__WORK REQUEST__. Where in the records does the word "column" appear? Copy each line that holds it.

__Stored data__.

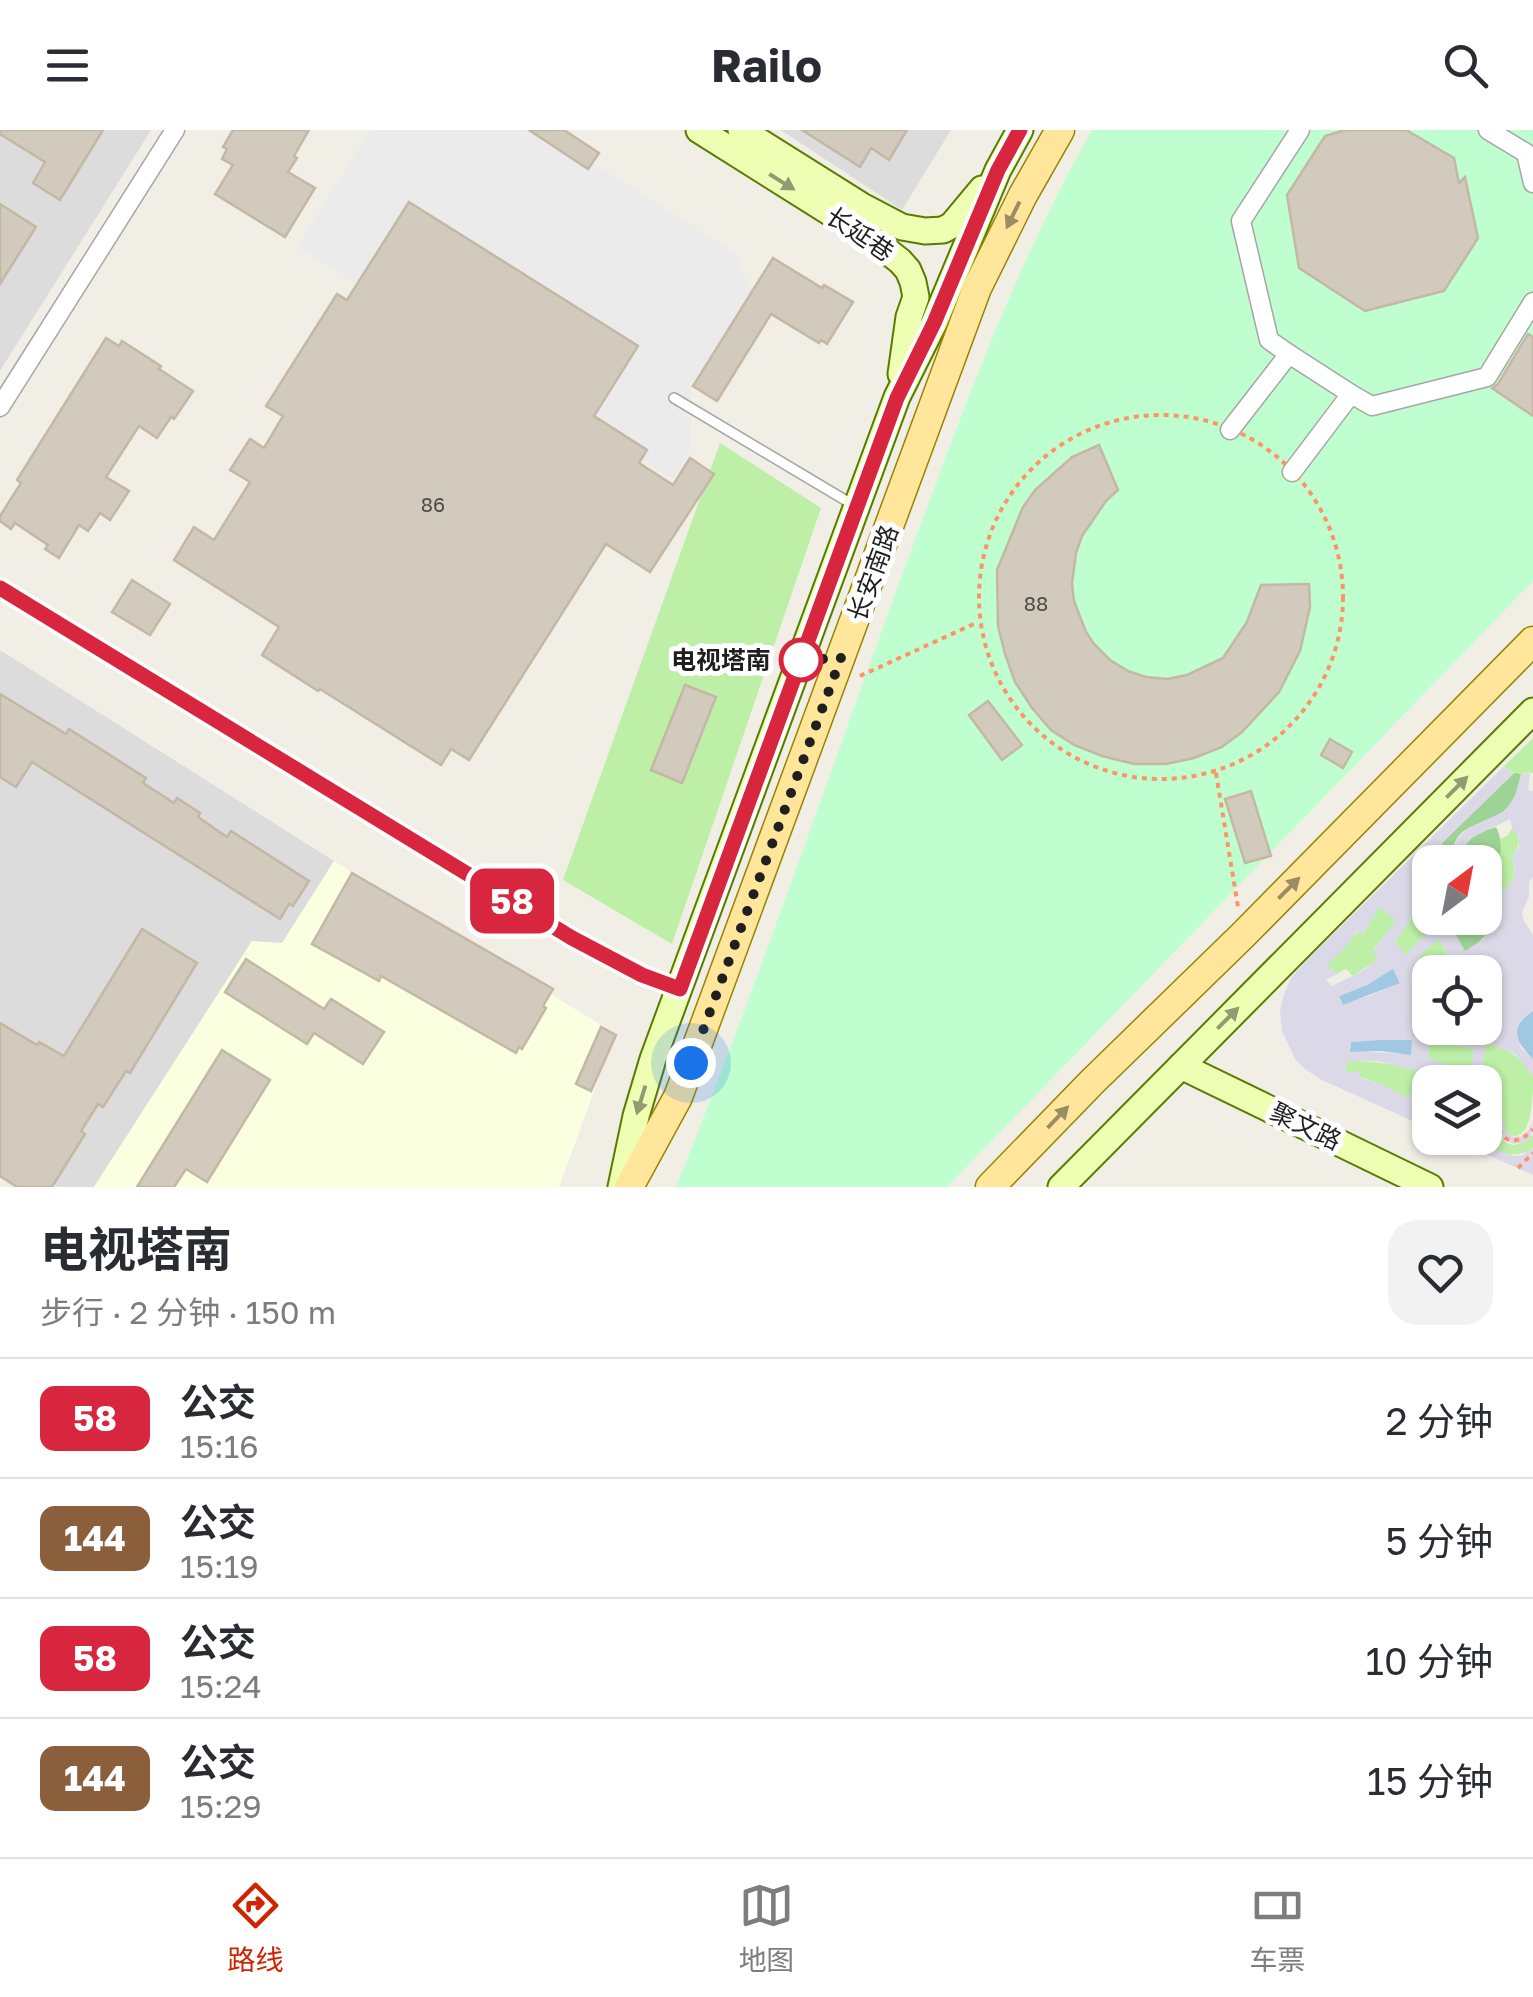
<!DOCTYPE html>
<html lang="zh">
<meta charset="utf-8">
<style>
:root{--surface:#fff;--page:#f2f2f3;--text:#2b2b33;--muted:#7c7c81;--line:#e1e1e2;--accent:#ce2500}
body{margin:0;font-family:"Golos Text","Noto Sans SC",sans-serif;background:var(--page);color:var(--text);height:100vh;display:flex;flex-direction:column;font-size:38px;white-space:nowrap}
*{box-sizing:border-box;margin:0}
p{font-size:32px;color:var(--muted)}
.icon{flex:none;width:55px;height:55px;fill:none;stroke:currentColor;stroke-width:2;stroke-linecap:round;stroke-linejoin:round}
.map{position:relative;height:1057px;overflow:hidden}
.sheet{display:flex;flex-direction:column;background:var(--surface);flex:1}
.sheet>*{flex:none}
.badge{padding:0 20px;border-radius:15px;font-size:35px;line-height:65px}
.needle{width:65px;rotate:32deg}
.fabs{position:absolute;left:1412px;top:715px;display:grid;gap:20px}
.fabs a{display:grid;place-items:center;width:90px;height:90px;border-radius:20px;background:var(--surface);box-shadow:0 2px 8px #0004;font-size:50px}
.you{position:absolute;width:50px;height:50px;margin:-25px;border:8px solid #fff;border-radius:50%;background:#1a73e8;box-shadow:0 0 0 15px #1a73e833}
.map>.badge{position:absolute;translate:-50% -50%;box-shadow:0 0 0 5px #fff}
.round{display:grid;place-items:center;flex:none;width:105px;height:105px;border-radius:30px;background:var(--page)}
.head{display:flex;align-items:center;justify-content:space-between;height:170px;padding:0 40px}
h1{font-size:48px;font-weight:700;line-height:75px}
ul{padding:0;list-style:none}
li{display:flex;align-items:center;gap:30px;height:120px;padding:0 40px;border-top:2px solid var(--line)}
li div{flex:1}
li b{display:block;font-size:38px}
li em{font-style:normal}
li .badge{min-width:110px;font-weight:700;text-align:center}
header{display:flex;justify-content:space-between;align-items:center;height:130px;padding:0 40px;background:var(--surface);font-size:45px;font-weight:700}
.tabs{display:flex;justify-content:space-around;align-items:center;height:140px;border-top:2px solid var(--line);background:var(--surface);font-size:28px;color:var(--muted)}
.tabs a{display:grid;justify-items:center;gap:5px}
.tabs .active{color:var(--accent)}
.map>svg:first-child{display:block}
</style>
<header><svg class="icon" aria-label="menu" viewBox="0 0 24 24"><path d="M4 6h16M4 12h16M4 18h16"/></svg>Railo<svg class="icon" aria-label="search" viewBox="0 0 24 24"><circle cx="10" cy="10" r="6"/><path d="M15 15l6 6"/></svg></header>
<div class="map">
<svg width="1533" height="1057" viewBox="0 0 1533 1057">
<rect width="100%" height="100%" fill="#f1efe5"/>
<!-- residential -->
<g fill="#dddcdc">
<polygon points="0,0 151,0 0,241"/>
<polygon points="781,0 951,0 902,80"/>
<polygon points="0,520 334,731 282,814 252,811 94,1057 58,1057 0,1021"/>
</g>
<!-- education -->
<polygon fill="#f9ffdf" points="334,731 601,895 605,931 559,1057 94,1057 252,811 282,813"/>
<!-- grass -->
<g fill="#bdefa6">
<polygon points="720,313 821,378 672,814 563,750"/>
<polygon points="1533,608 1533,643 1517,644 1503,637"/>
<path d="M1512 698C1522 707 1520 717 1511 727 1519 745 1512 759 1494 765L1485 746C1497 736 1502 725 1501 709L1508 705Z"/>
<polygon points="1420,775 1436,793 1405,826 1395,812"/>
<polygon points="1379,777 1397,791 1373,820 1378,829 1353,846 1346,839 1337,844 1326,836 1358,801 1363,804"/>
<polygon points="1439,809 1451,831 1428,843 1418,827"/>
<polygon points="1429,911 1474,918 1471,944 1428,928"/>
<path d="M1485 913C1506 917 1522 927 1533 946 1533 965 1533 1019 1506 1003L1495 969 1485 959V952H1480Z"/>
<path d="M1348 931C1381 931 1413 936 1442 952H1430V967L1414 957 1408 969 1385 956 1345 942Z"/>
<path d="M1485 968C1498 986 1497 1036 1533 1005V1018C1520 1028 1489 1028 1484 1008 1483 1005 1485 975 1485 968Z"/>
</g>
<!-- forest -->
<g fill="#9dd495">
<path d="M1514 643 1521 644C1519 658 1515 671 1505 680 1483 700 1450 690 1453 732H1433L1442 713Z"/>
<path d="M1496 697C1505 715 1502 733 1485 746V732H1463C1460 710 1477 703 1496 697Z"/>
<path d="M1485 747C1502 778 1497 804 1465 822L1450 795 1455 788H1485Z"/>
</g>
<!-- park -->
<path fill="#befecf" d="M1092 0H1533V451L947 1057H676C762 844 835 626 915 410 967 270 1018 130 1092 0Z"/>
<!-- parking -->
<polygon fill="#ebebeb" points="370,0 541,0 734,122 752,159 691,256 691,320 672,349 297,117"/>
<!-- plaza -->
<g fill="#dbd9e7" fill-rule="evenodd">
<path d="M1503 637 1514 643 1443 712 1433 732H1430V749L1425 765 1430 770V786L1420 776 1395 812 1406 825 1435 794 1431 788H1455L1450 795 1465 821 1484 809 1494 788V765L1505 760 1513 750 1515 738 1511 727 1519 717V708L1512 698 1510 689 1469 709 1463 720V732H1453L1454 717 1458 708 1468 698 1505 681 1515 666 1521 644H1530L1528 660 1533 661V747L1529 752V767L1522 782 1523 789 1533 805V881L1525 887 1518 901 1521 918 1533 929V946L1515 924 1486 913 1481 949 1471 944 1469 952H1442L1417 941 1377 931H1348L1345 942H1360V948L1385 956 1407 968 1414 957 1430 967V999L1322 950 1305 939 1295 929 1282 901 1280 881 1283 867 1291 848 1308 829ZM1379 777 1396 791 1373 821 1378 829 1359 843 1332 856 1326 850 1337 844 1327 835 1344 819 1357 801 1363 804ZM1439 809 1451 830 1428 843 1419 827ZM1393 840 1400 852 1372 865 1343 874 1339 866 1367 855ZM1430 842H1485V898H1430ZM1412 910 1410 924 1350 921 1351 912ZM1429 911 1474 918 1471 943 1428 928Z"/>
<polygon points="1485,959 1497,973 1506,1003 1514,1007 1522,1006 1529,999 1533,990 1531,1007 1523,1013 1514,1014 1500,1008 1496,1000 1492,978 1485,968"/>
<polygon points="1449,1008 1484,1008 1496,1020 1514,1026 1522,1025 1533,1018 1533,1045"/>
</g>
<!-- water -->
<g fill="#a1c8e2">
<polygon points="1393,839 1400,853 1343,875 1339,866 1367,855"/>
<path d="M1533 881V929C1516 912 1508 898 1533 881Z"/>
<polygon points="1381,910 1412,910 1411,925 1381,921 1350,922 1351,912"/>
</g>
<!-- building -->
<g fill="#d1cabd" stroke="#c4b8a5" stroke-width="2.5">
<polygon points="0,0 103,0 60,70 33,53 45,32 0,4"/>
<polygon points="233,0 309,0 294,26 297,28 288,42 315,58 285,107 215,64 233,35 222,29 227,19 223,17"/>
<polygon points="529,0 564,0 599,23 588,39"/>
<polygon points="802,0 907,0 889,30 871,18 860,37"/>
<polygon points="1345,0 1406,0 1454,28 1459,53 1465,47 1478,108 1444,161 1365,181 1299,138 1287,65 1325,6"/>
<polygon points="409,72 638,216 594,286 647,320 639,333 673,355 690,328 714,344 650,442 606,414 469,630 451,619 441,635 320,559 318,561 262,525 279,497 174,430 194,397 214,410 250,352 230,340 250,309 264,318 283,286 266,276 337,164 347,170"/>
<polygon points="0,74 36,97 0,154"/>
<polygon points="773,128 822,158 824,155 853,172 827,214 821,210 819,213 771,184 717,271 693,256"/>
<polygon points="1528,204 1533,207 1533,286 1492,258 1498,254"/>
<polygon points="106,208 119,216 122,211 161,236 159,239 193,261 174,289 171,287 157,308 139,296 106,347 129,361 110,390 100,383 88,401 79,395 59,428 45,419 48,415 15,393 11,399 0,391 0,386 21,353 17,350"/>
<polygon points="1099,315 1118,360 1106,371 1082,406 1076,423 1072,453 1074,471 1086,502 1094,514 1110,530 1128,541 1146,547 1167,549 1187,545 1223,528 1247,492 1261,455 1309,454 1310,477 1300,521 1279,562 1242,602 1222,617 1194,628 1166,634 1134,634 1102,626 1074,615 1051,600 1032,578 1015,552 1005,524 998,496 997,440 1023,377 1035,360 1072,327"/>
<polygon points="132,450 170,474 150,505 112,482"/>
<polygon points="685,555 716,567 682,653 651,640"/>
<polygon points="0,564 66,604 69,599 146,648 143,653 174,673 177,668 200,683 198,687 227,707 231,701 309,751 293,776 289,774 280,789 32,632 16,657 0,647"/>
<polygon points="988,571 1022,615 1002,630 969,585"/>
<polygon points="1330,609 1352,622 1343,638 1321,625"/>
<polygon points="1251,661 1271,726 1245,733 1225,669"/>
<polygon points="352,743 553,859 543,876 546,878 522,919 519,917 516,923 381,846 379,851 312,814"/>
<polygon points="142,799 197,833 130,943 126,941 103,977 98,974 81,1001 85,1004 52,1057 17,1057 0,1046 0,893 37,915 39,912 64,926"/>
<polygon points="246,829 324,879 331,869 384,902 363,934 314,903 307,914 225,862"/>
<polygon points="601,897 616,905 591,961 576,954"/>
<polygon points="222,920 270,950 207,1052 186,1039 174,1057 137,1057"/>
</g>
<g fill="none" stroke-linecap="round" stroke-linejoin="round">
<defs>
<g id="lane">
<polyline points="674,268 855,376"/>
<polyline points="0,457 572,808 642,845 677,858"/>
</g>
<g id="street">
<polyline points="1488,0 1526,23 1533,53"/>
<polyline points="1289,224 1351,264"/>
<polyline points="0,277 175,0"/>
<polyline points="1230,300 1289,224 1269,210 1241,91 1300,0"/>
<polyline points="1292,342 1351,264 1372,276 1487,247 1533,172"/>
</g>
<g id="secondary">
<polyline points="699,0 869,107 900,131 908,140 913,152 916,167 909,187 901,244"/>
<polyline points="741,0 862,76 902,97 925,101 943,100 952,95 982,59"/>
<polyline points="1181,936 1430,1057"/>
<polyline points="621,1057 636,986 653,929 897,267 934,193 998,40 1020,0"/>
<polyline points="1061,1057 1533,581"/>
</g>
<g id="primary">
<polyline points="629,1057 678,967 977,158 1023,65 1060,0"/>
<polyline points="990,1057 1092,952 1243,805 1533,511"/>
</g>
</defs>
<!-- lane casing -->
<use href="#lane" stroke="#a6a6a6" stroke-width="12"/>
<!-- street casing -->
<use href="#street" stroke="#a6a6a6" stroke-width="21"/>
<!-- secondary casing -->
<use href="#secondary" stroke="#587c00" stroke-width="29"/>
<!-- primary casing -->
<use href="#primary" stroke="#9a8300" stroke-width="31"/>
<!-- path -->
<g stroke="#ff9267" stroke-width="4" stroke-dasharray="5 5" stroke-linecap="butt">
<circle cx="1161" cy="467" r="182"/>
<polyline points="860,546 978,492"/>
<polyline points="1216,643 1238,777"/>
<path d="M1485 963C1490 969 1492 969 1495 977 1497 984 1496 993 1500 1001 1508 1017 1524 1010 1533 999"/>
<polyline points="1518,1038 1533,1023"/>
</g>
<!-- lane -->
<use href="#lane" stroke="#fff" stroke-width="9"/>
<!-- street -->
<use href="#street" stroke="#fff" stroke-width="18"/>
<!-- secondary -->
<use href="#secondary" stroke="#eeffb4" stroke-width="25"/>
<!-- primary -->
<use href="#primary" stroke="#ffe69b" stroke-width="28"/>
</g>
<!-- one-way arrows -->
<defs><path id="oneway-solid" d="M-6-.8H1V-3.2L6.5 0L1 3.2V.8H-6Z" transform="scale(2.5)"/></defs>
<g fill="#919a71">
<use href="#oneway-solid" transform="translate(782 52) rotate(32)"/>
<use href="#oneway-solid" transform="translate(1457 657) rotate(-45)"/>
<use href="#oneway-solid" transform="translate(1228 888) rotate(-45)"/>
<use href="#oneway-solid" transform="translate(641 970) rotate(107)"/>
</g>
<g fill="#9a8c63">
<use href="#oneway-solid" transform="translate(1013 85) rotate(116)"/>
<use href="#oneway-solid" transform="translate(1289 758) rotate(-45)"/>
<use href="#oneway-solid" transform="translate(1058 987) rotate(-46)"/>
</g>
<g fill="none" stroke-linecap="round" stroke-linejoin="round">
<defs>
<polyline id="line" points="0,458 572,808 642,845 680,859 897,268 934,193 998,40 1020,0"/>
</defs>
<!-- line casing -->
<use href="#line" stroke="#fff" stroke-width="22"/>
<!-- line -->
<use href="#line" stroke="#d7263d" stroke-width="15"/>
<!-- walk -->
<polyline stroke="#1f1f1f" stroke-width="10" stroke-dasharray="0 18" points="691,933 841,528 801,530"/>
</g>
<!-- markers -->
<circle fill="#fff" stroke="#d7263d" stroke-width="5" cx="801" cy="530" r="20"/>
<g text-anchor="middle" stroke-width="10" stroke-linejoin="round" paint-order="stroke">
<!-- number labels -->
<g font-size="20" fill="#4c4a46">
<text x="433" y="382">86</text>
<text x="1036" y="481">88</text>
</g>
<!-- street labels -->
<g font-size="25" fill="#1f1f1f" stroke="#fff">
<text transform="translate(860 104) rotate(34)" y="9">长延巷</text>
<text transform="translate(873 443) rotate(-70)" y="9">长安南路</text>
<text transform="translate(1306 996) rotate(26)" y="9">聚文路</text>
</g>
<!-- stop labels -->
<g font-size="25" font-weight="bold" fill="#1f1f1f" stroke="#fff" text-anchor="end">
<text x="771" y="539">电视塔南</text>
</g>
</g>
</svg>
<div class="fabs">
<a><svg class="needle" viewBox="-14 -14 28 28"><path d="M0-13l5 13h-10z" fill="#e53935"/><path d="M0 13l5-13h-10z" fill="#7c7c81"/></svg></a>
<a><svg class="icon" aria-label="locate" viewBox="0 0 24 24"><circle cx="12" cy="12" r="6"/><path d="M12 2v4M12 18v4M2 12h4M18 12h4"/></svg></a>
<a><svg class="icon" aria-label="layers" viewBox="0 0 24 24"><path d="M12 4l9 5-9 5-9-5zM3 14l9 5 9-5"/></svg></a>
</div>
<div class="you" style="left:691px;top:933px"></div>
<b class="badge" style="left:512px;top:771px;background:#d7263d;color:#fff">58</b>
</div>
<section class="sheet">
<div class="head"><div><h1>电视塔南</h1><p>步行 · 2 分钟 · 150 m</p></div><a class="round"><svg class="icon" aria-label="heart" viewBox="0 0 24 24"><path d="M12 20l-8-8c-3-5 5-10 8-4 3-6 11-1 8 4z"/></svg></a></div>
<ul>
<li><span class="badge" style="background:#d7263d;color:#fff">58</span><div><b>公交</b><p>15:16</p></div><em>2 分钟</em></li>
<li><span class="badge" style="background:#8b5e3c;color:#fff">144</span><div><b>公交</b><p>15:19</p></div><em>5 分钟</em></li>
<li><span class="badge" style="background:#d7263d;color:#fff">58</span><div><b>公交</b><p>15:24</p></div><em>10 分钟</em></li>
<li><span class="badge" style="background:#8b5e3c;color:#fff">144</span><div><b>公交</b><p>15:29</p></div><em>15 分钟</em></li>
</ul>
</section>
<nav class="tabs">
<a class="active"><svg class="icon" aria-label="directions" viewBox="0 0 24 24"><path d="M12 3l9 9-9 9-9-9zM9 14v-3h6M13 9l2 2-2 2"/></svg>路线</a>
<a><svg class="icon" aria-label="map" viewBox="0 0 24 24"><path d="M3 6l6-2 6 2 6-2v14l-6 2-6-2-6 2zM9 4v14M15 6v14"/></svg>地图</a>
<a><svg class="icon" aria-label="tickets" viewBox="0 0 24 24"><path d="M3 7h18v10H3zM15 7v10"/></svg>车票</a>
</nav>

__ANSWER SPACE__.
body{margin:0;font-family:"Golos Text","Noto Sans SC",sans-serif;background:var(--page);color:var(--text);height:100vh;display:flex;flex-direction:column;font-size:38px;white-space:nowrap}
.sheet{display:flex;flex-direction:column;background:var(--surface);flex:1}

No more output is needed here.